Mathematics Stack Exchange is a question and answer site for people studying math at any level and professionals in related fields. It only takes a minute to sign up.
Sign up to join this community
A spider needs a sock and a shoe for each of its eight legs. In how many ways can it put on the shoes and socks, if socks must be put on before the shoe?
My attempt:
If I consider its legs to be indistinguishable, then it's exactly the $8^{\text{th}}$ term of the Catalan sequence. However the legs are distinguishable. So the total number of ways equals $\frac1{8+1} \binom{16}{8} (8!)^2$.
Is this correct? Is there another way of doing it?
Edit: All socks and shoes are distinguishable.
You can imagine doing this as writing a sequence, say $$3453228156467781$$
What does it mean?
It means first put sock on leg $\color{red}{3}$ and on 4-th move put shoe on leg $\color{red}{3}$
then put sock on leg $\color{blue}{4}$ and on 11-th move put shoe on leg $\color{blue}{4}$ and so on...
So for each leg you must choose a pair in this sequence. On smaller number in this pair put a sock and the other shoe.

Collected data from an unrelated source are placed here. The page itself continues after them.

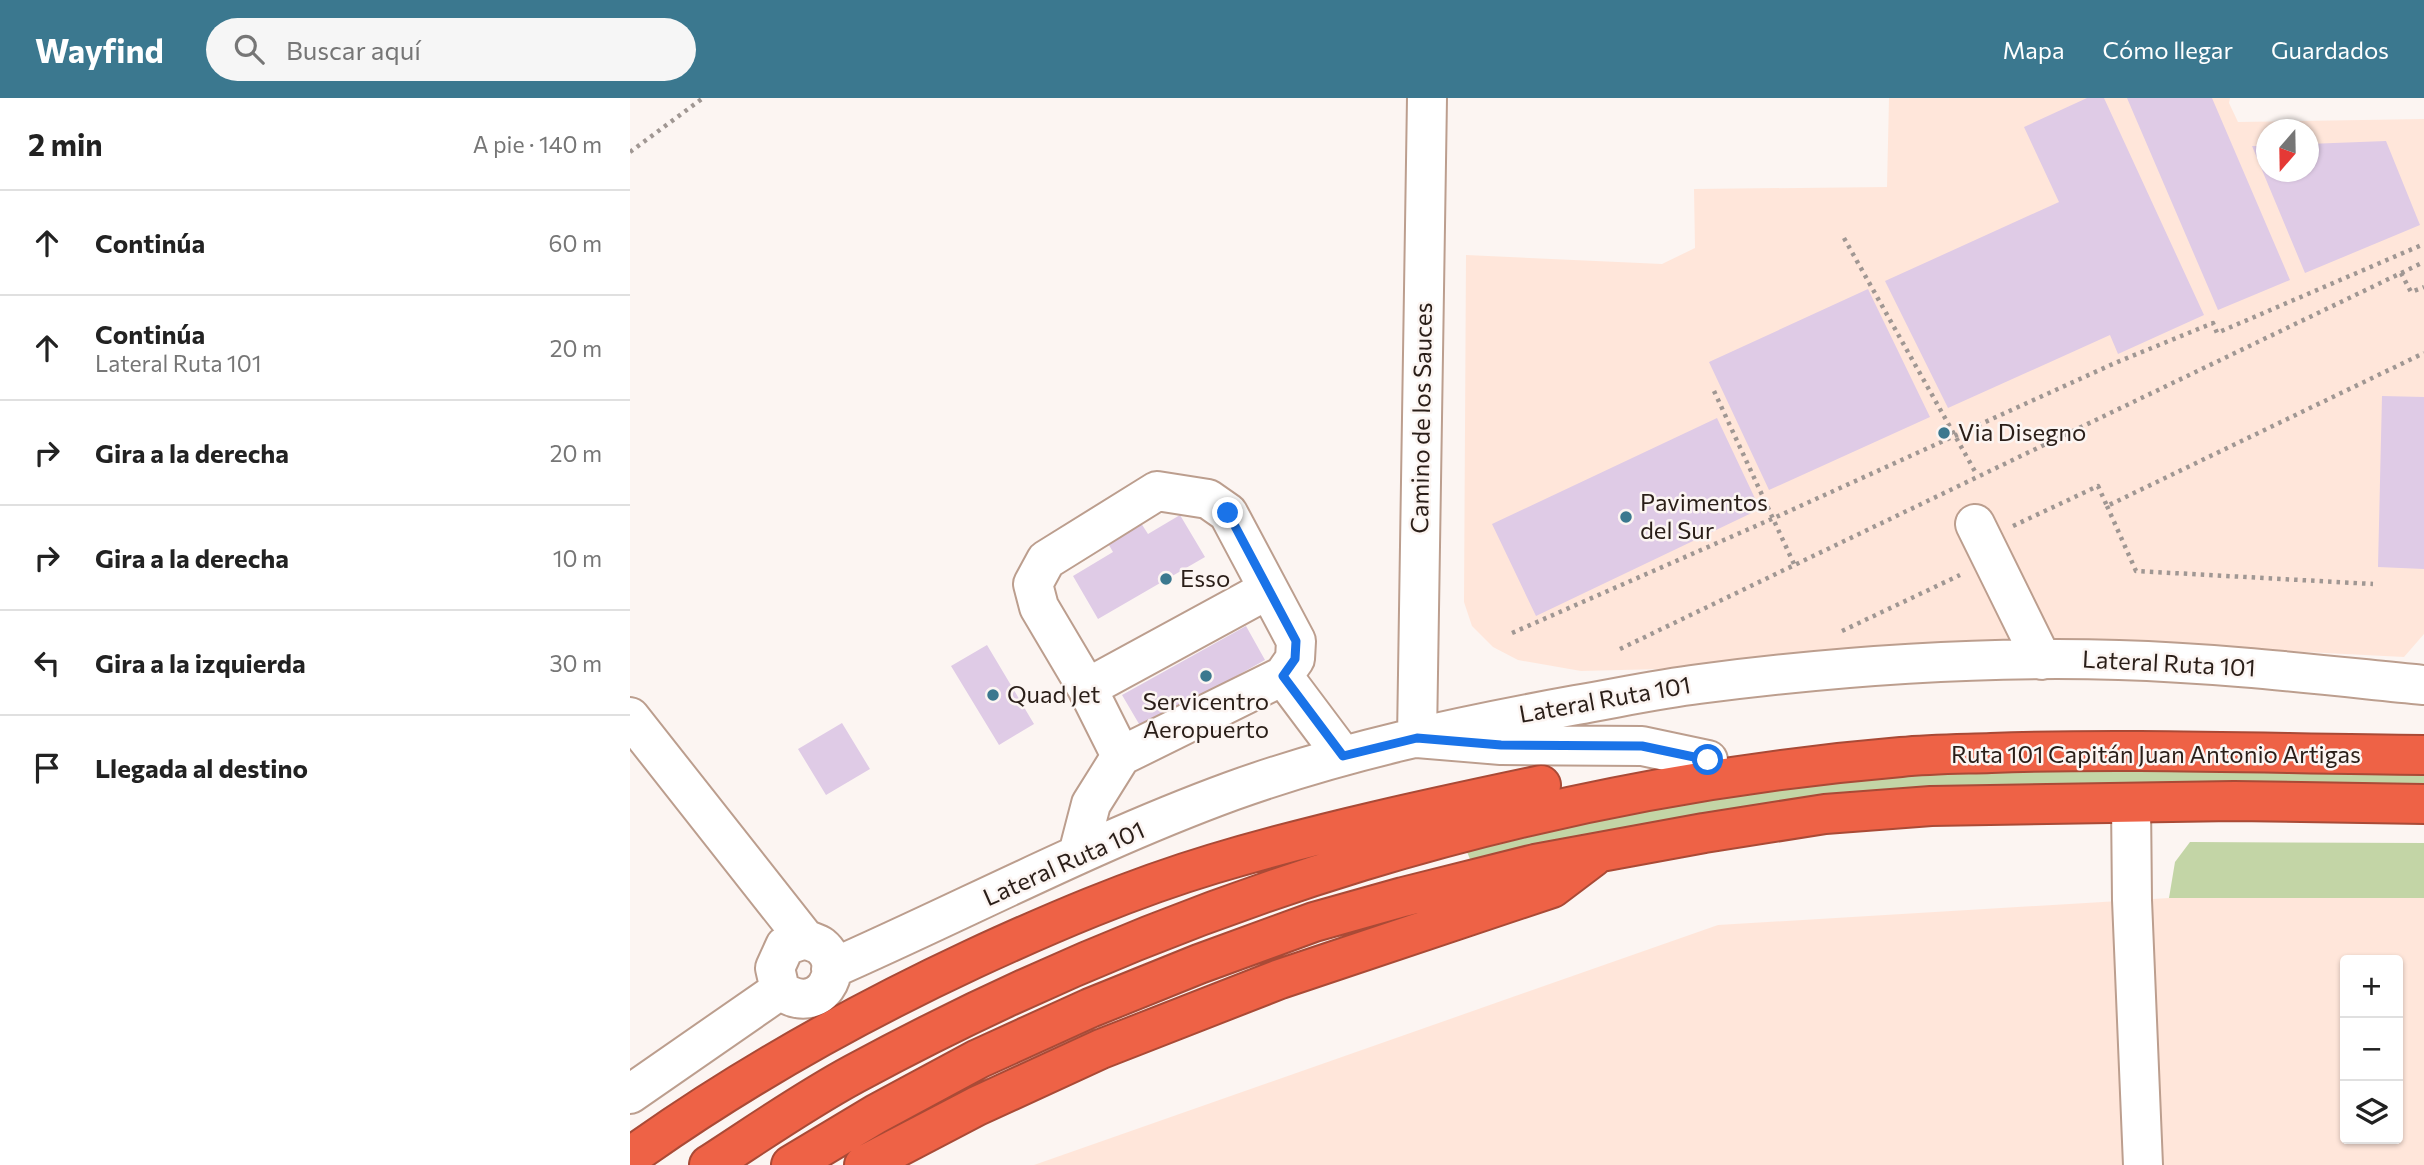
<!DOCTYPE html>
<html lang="es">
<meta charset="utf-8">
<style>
:root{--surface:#fff;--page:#f6f6f6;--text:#222;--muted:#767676;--line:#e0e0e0;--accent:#3b788f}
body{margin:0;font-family:Commissioner,sans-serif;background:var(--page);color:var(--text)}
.controls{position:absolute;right:21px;bottom:21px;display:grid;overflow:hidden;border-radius:7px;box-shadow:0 2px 5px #0004}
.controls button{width:63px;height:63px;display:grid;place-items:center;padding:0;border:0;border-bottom:2px solid var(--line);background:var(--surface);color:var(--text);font:35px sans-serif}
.compass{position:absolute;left:1626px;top:21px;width:63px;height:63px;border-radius:50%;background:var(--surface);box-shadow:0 2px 5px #0004;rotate:200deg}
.stop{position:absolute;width:21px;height:21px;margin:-16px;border:5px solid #1a73e8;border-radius:50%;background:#fff}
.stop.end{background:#1a73e8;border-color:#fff;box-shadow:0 2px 7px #0008}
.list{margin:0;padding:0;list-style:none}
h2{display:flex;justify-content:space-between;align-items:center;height:91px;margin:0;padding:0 28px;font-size:30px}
h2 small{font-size:23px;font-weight:400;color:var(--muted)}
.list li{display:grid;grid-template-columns:46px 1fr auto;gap:21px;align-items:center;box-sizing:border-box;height:105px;padding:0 28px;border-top:2px solid var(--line)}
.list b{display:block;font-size:26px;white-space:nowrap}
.list p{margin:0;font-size:23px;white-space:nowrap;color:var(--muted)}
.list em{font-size:23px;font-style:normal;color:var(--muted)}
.icon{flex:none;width:38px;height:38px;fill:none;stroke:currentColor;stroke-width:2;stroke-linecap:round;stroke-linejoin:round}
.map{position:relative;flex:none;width:1794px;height:1067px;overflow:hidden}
header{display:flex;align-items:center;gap:42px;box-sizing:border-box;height:98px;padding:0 35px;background:var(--accent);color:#fff}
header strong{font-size:33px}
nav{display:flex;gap:38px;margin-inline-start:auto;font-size:24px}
.search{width:490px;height:63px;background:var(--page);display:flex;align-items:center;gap:18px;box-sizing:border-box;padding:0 24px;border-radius:38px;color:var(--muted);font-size:26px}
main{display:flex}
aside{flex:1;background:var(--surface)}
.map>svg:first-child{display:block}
.built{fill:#ffe6da;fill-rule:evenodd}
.green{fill:#c3d5a6}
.building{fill:#dfcbe6}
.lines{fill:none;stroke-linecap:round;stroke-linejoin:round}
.minor-casing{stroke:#bc9e8e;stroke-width:42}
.highway-casing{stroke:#a94a36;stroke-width:42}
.path{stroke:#a09793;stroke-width:4.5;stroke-dasharray:3.5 5;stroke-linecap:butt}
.minor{stroke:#fff;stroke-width:38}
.highway{stroke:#ee6246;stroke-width:38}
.route{stroke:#1a73e8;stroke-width:9}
.poi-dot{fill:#3b788f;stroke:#fcf5f2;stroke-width:2.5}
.labels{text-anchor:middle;stroke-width:5;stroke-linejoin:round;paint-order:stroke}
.street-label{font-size:24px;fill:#2a1e18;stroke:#fcf5f2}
.poi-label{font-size:24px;fill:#2a1e18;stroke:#fcf5f2;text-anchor:start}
</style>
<header>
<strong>Wayfind</strong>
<div class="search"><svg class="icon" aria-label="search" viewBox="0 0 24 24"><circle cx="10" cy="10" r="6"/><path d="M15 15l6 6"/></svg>Buscar aquí</div>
<nav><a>Mapa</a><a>Cómo llegar</a><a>Guardados</a></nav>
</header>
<main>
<aside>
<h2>2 min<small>A pie · 140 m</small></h2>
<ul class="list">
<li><svg class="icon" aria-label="ahead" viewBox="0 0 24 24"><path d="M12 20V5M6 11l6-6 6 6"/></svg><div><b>Continúa</b></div><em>60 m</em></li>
<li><svg class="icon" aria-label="ahead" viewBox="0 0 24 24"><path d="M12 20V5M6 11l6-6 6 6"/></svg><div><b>Continúa</b><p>Lateral Ruta 101</p></div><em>20 m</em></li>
<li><svg class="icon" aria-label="right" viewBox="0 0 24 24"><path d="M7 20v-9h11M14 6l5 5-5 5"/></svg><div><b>Gira a la derecha</b></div><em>20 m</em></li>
<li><svg class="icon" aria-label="right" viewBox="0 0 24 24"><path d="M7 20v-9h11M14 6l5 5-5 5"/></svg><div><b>Gira a la derecha</b></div><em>10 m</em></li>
<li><svg class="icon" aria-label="left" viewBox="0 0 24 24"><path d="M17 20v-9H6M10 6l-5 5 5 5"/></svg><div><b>Gira a la izquierda</b></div><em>30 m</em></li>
<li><svg class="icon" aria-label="arrive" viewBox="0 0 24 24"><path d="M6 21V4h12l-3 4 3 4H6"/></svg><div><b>Llegada al destino</b></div></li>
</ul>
</aside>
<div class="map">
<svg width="1794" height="1067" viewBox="0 0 1794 1067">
<rect width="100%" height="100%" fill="#fcf5f2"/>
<path class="built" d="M1259,0H1600L1599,5L1608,24L1794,21V536L1774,559L1434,542L1071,570L951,573L888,562L863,549L842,528L834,504L836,157L1032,166L1065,150L1064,91L1257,89ZM1636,32H1678V74H1636Z
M1539,800H1794V1067H404L1088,827ZM1715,862H1768V1041H1715Z"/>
<path class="green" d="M1577,671L1794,674V686L1299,689L1129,706L840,761L837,754C966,722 1095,694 1227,682C1344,672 1460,672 1577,671Z
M1560,744L1794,745V800H1539L1545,764Z"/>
<path class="building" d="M1457,0H1474L1574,217L1488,256L1480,237L1318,310L1255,183L1429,104L1394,29Z
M1497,0H1582L1660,182L1588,212Z
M1756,43L1790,127L1675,175L1622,48H1636V74H1678V46Z
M1238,191L1300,319L1139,392L1079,264Z
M1752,298L1794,299V471L1748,469Z
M1087,320L1130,411L906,518L862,426Z
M550,417L575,459L468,521L443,478L483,454L476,442L509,422L518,436Z
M616,528L635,562L512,631L492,597Z
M357,547L404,626L369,647L321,568Z
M212,625L240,671L196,697L168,651Z"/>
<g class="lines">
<defs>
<path id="minor" d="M797,0L787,640L871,647L1012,648L1078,662
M1345,426L1412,562
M653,578L713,658
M457,590L637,492
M0,619L175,841
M1501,705L1502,802L1513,1067
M448,756L461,706L491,658L653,578L665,561L666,543L598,415L578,401L527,393L416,462L403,486L409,509L457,590L491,658
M175,841C179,843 187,845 191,848C218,870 190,921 150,892L145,870L155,848Z
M201,871C335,812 465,743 602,693C713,653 830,628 946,607C987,600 1028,591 1069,586C1207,568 1350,558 1489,562C1591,565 1692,577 1794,587
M0,996L150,892"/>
<path id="highway" d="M0,1059C109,981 221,918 343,861C421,825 500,791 583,766C690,734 802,710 911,687
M79,1067C127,1036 174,1003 224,976C549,800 903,690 1271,659C1300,656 1331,656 1361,655C1505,650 1650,656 1794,657
M161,1067L246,1016L348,961L460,910L569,866L684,824L773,799L905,766L1074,735L1195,716L1301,708L1604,703L1794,706
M234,1067L347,1008L471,951L650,881L922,790L963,759"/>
</defs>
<use href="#minor" class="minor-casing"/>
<use href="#highway" class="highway-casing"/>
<path class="path" d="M0,54L73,0
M1214,140L1347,377
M1771,175L1781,194L1794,189
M1084,293L1164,466
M1477,408L1506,473L1743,486
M1383,428L1468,388L1477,408L1794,255
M1212,533L1330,477
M882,535L1144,420L1485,265L1583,225L1587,235L1794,146
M990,551L1794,164"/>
<use href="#minor" class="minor"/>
<use href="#highway" class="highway"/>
</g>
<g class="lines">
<path class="route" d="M598,415L666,543L665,561L653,578L713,658L787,640L871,647L1012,648L1078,662"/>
</g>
<g class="poi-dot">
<circle cx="1314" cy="335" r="7"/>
<circle cx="996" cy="419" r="7"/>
<circle cx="536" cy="481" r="7"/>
<circle cx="576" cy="578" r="7"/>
<circle cx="363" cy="597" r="7"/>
</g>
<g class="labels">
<g class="street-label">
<text transform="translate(792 320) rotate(-89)" y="8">Camino de los Sauces</text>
<text transform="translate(1539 566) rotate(3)" y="8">Lateral Ruta 101</text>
<text transform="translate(975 602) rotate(-10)" y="8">Lateral Ruta 101</text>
<text x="1526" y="665">Ruta 101 Capitán Juan Antonio Artigas</text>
<text transform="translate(434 766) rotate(-24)" y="8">Lateral Ruta 101</text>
</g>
<g class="poi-label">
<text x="1328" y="343">Via Disegno</text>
<text x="1010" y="413">Pavimentos<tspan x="1010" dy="28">del Sur</tspan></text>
<text x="550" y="489">Esso</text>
<text x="377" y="605">Quad Jet</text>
<text x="576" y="612" text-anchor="middle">Servicentro<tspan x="576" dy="28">Aeropuerto</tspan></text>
</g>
</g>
</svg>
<div class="controls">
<button>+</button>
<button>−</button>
<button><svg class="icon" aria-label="layers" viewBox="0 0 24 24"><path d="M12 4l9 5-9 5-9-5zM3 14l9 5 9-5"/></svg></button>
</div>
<svg class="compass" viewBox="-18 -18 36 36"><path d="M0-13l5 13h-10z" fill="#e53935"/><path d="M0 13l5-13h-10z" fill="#767676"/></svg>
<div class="stop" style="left:1078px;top:662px"></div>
<div class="stop end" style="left:598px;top:415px"></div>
</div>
</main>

So we have $${16\choose 2}{14\choose 2}....{4\choose 2}{2\choose 2} = {16!\over 2!^8}$$
No, it's not correct. Multiplying the Catalan number by $8!$ twice means we're choosing legs arbitrarily for each instance of a socking or a shoeing - with no regard to whether that leg has a sock on it, in the latter case. It's a substantial overcount.
Multiplying by $8!$ once would correspond to a "last in, first out" restriction; each time we put a shoe on, it's the most recently socked leg. That's an undercount, of course.
There are two actions per leg - the sock and then the shoe. All we need to know to determine a sequence is when each leg was worked on. That's $\binom{16}{2}$ for the first leg, $\binom{14}{2}$ for the second, and so on - or, equivalently, the multinomial coefficient $\binom{16}{2,2,\dots,2} = \frac{16!}{(2!)^8}$.
The answers given are correct, but I have a different (and possibly easier) way to think of it:
If you relax the condition for the sock/shoe event to be in order then there are $2n$ ($=16$) events hence $16!$ orderings. This is of course an over-count: many (most) of these are of an invalid ordering, with at least one sock over the top of a shoe. The question is by how many?
To answer this, suppose we divide them into groups. Specifically one group for each of the orderings of shoe/sock on each foot. For example:
These groups are of the same size (none of them are special).
There are $2^n$ ($2^8$) of these groups so each of them, including the one we want, is of size: $\frac{16!}{2^8}$ or $81,729,648,000$.
Notes on generalisation:
Suppose $n$ legs and $k$ objects to put on in a given order. There are $(k n)!$ events, $k!$ orderings of any one of the leg's objects. Hence $(k!)^n$ orderings of the objects on each leg, only one of which is desired and so: $\frac{(k n)!}{(k!)^n}$ possible valid orderings of placing an object on a leg.
Another approach:
Let $f(n)$ denote the number of ways for an $n$-legged animal to put socks and shoes on all of their legs.
With one leg, there's only one way: Put the sock on, then the shoe.
With two legs (like the vast majority of humans), there are 6 possibilities. In greedoid's notation, these are:
Now, suppose that we've calculated $f(k)$ for some $k$. How does introducing a $(k + 1)$th leg affect the problem?
If you take any possible sequence of the $2k$ sock+shoe events for $k$ legs, then there are $2k + 1$ possible positions in the sequence to put the sock for the new leg (the $2k - 1$ positions between existing events, at the beginning, or at the end). Assume that we decide to put this new event after $j$ of the original events.
Now, let's decide when to put on the shoe for the new leg. This is trickier, because it depends on when we put on the sock. This new event can be inserted at index $j + 1$, $j + 2$, $j + 3$, ..., up to $2k + 1$, for $2k + 1 - j$ possibilies.
So, that gives us $\sum\limits_{j=0}^{2k+1} (2k + 1 - j)$ possibilities for when to add the sock and shoe for the new leg, which works out to the $(2k + 1)$th triangular number = $\frac{(2k + 1)(2k + 2)}{2}$. With $k + 1 = n$, this can be rewritten as $\frac{(2n - 1)(2n)}{2} = n(2n - 1)$.
We now have the recurrence relation $f(n) = n(2n - 1)f(n-1)$ with base case $f(n) = 1$. Or, in Python syntax.
>>> def f(n):
... if n == 1:
... return 1
... else:
... return n * (2 * n - 1) * f(n - 1)
...
>>> f(8)
81729648000
Proof that this is equivalent to the non-recursive formulation $f(n) = \frac{(2n)!}{2^n}$ is left as an exercise for the reader.